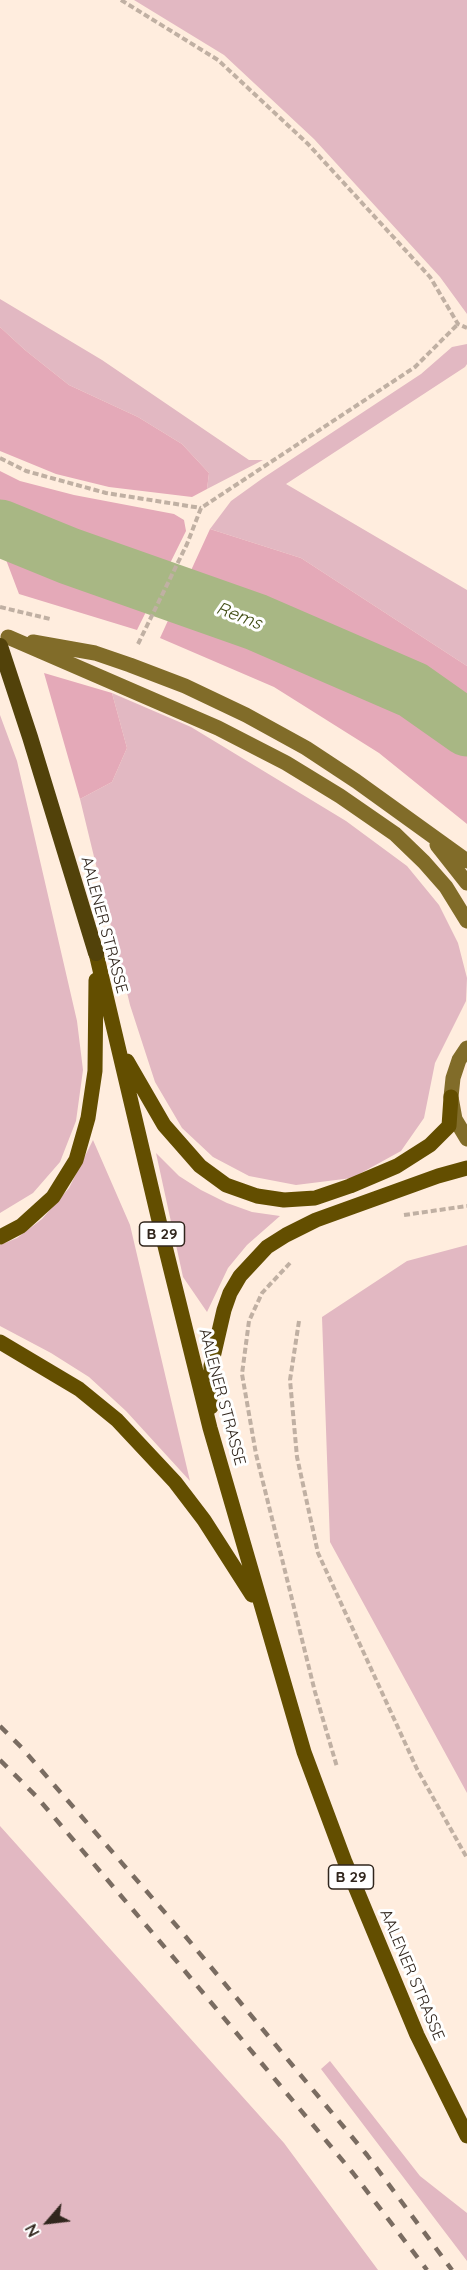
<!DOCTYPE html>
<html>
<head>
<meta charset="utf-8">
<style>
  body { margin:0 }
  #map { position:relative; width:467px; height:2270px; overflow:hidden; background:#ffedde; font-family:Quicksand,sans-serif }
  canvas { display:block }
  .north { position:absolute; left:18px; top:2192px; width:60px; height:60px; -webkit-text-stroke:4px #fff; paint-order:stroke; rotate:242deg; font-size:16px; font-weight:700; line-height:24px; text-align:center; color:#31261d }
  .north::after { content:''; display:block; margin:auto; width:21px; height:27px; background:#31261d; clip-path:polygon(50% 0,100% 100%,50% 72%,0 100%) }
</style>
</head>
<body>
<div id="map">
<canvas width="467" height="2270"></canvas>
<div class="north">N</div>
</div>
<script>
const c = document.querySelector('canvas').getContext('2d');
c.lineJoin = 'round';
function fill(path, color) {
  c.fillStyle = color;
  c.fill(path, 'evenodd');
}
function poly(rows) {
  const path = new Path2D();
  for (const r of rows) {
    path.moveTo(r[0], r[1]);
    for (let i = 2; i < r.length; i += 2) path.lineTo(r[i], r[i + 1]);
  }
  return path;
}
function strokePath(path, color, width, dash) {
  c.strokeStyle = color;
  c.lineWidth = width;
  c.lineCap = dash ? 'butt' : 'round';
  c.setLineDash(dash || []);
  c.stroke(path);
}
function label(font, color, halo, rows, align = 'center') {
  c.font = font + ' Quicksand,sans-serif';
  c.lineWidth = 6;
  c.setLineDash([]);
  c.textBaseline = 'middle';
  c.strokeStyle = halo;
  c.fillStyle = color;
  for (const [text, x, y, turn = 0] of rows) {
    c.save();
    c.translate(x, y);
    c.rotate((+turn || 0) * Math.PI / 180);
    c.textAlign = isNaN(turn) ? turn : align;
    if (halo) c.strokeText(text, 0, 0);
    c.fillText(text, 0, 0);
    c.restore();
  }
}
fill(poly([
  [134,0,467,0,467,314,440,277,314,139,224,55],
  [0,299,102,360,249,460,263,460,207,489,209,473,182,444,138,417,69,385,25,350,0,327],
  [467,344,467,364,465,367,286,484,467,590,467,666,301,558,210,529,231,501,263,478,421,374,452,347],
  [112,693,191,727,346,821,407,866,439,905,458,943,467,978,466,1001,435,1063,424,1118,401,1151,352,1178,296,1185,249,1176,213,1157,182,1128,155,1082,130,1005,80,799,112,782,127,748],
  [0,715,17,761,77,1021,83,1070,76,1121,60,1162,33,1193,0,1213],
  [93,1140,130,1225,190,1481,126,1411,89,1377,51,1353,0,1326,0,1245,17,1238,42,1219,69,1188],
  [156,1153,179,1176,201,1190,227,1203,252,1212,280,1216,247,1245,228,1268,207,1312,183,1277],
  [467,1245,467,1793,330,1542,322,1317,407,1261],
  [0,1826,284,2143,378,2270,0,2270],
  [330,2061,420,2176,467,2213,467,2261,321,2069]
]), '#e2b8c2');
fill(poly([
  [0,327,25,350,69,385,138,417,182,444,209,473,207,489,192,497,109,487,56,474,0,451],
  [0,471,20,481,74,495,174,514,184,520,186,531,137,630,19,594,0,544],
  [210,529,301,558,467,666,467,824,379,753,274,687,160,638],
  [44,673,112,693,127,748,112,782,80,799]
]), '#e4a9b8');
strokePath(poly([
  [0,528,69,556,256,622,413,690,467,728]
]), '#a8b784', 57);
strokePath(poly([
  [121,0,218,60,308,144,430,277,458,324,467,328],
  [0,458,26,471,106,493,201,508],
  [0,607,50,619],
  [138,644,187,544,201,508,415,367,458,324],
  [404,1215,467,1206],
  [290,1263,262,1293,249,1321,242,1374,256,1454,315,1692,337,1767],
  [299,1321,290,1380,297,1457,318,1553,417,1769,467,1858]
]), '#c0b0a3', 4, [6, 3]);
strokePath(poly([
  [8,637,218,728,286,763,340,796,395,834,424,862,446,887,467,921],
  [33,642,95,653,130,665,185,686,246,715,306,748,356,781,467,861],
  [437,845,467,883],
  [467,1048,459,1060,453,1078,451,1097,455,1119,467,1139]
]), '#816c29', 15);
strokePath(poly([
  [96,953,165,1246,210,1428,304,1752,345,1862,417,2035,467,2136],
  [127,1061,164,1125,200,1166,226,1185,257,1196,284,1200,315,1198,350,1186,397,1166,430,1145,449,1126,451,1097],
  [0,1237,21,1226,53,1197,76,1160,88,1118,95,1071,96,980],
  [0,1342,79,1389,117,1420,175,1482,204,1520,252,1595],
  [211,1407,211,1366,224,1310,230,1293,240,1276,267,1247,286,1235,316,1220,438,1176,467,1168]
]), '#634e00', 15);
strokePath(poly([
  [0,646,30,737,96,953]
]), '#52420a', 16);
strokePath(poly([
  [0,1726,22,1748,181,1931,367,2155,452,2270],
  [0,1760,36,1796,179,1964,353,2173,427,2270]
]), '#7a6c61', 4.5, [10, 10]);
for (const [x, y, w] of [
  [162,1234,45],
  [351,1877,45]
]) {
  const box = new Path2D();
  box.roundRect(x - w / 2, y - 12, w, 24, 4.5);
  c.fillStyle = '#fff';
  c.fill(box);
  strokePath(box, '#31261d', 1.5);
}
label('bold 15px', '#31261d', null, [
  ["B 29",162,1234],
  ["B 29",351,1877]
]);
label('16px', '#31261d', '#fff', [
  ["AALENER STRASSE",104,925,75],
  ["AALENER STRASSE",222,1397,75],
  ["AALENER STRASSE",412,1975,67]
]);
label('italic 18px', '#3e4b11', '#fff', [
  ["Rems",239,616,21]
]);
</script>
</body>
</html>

--

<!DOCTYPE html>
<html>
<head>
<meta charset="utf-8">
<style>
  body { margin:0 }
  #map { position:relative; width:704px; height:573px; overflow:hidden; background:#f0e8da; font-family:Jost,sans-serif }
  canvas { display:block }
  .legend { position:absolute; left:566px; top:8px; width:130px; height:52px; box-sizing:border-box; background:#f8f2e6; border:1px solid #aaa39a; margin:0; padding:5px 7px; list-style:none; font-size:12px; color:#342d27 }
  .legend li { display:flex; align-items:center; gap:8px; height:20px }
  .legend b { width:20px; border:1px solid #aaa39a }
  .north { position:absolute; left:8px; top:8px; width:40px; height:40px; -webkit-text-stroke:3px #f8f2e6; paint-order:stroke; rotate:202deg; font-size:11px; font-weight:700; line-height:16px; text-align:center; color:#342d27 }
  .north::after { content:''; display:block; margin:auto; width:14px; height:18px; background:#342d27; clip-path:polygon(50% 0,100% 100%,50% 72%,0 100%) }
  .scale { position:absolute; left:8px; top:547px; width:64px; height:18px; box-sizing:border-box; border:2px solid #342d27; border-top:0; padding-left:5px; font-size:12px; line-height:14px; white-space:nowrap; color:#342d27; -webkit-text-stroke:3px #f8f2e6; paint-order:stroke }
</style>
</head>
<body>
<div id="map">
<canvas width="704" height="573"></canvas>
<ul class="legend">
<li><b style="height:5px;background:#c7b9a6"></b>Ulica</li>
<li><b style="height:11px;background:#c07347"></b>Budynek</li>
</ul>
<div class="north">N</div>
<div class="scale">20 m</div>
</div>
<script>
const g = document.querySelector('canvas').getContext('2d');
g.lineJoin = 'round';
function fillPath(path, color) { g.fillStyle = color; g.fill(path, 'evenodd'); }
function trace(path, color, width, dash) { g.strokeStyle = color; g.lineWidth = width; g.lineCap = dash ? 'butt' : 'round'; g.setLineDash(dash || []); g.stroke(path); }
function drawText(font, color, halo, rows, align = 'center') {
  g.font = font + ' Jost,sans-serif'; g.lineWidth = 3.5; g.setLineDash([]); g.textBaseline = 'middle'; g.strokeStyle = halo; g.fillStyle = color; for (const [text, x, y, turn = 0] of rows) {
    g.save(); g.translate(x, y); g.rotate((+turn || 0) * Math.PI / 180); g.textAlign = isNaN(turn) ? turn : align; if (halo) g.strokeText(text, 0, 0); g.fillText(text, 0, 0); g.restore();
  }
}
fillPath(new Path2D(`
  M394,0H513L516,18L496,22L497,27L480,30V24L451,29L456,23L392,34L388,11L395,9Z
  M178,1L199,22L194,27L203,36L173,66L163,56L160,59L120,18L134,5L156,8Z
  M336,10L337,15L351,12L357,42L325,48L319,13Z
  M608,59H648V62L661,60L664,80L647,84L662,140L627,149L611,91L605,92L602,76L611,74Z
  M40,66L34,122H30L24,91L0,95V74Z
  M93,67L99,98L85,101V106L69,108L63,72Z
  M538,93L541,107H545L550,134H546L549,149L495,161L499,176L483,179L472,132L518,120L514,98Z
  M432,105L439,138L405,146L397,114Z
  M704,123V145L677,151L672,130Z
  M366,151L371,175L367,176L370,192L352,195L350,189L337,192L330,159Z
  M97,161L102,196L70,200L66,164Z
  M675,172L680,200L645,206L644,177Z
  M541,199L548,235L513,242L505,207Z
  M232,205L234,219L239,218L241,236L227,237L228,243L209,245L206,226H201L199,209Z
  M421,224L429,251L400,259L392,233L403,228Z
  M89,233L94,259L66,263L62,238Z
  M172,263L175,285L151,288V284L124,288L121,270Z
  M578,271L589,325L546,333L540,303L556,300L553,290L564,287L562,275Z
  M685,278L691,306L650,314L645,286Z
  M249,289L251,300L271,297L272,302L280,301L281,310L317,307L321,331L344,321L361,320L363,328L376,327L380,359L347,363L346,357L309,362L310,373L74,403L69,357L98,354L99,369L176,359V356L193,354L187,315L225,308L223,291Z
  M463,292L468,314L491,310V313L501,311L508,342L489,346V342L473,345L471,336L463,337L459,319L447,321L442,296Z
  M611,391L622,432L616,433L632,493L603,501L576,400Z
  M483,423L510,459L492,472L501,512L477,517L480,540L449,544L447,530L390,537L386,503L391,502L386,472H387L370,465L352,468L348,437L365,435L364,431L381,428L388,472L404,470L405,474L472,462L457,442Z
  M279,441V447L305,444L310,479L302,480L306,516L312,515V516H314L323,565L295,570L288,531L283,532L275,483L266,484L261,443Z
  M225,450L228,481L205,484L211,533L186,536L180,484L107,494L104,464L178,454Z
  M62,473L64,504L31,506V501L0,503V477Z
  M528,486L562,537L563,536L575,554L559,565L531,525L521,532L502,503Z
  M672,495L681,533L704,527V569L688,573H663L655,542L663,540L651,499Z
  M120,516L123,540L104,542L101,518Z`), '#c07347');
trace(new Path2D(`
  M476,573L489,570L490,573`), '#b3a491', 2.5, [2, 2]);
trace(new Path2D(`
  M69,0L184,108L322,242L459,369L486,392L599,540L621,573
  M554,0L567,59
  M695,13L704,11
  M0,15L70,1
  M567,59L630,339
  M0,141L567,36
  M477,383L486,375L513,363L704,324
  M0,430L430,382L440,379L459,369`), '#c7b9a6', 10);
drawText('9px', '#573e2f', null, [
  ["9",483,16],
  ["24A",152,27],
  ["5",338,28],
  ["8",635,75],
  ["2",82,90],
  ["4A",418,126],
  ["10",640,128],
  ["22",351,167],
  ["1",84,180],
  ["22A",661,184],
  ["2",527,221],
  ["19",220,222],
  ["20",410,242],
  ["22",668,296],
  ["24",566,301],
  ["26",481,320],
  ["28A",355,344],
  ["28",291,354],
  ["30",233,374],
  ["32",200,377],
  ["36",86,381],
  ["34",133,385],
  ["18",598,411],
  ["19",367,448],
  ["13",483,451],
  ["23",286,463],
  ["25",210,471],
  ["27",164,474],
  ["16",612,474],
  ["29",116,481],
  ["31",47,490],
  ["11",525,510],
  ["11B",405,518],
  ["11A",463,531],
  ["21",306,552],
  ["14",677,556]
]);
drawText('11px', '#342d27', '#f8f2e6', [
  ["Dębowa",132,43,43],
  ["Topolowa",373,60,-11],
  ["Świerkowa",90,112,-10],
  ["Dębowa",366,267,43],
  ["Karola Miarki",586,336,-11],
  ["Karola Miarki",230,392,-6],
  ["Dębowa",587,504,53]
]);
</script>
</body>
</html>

## PROBLEM REQUIREMENTS
From the entries above, pull out each line that includes "function".

## WRITTEN ANSWER
function fill(path, color) {
function poly(rows) {
function strokePath(path, color, width, dash) {
function label(font, color, halo, rows, align = 'center') {
function fillPath(path, color) { g.fillStyle = color; g.fill(path, 'evenodd'); }
function trace(path, color, width, dash) { g.strokeStyle = color; g.lineWidth = width; g.lineCap = dash ? 'butt' : 'round'; g.setLineDash(dash || []); g.stroke(path); }
function drawText(font, color, halo, rows, align = 'center') {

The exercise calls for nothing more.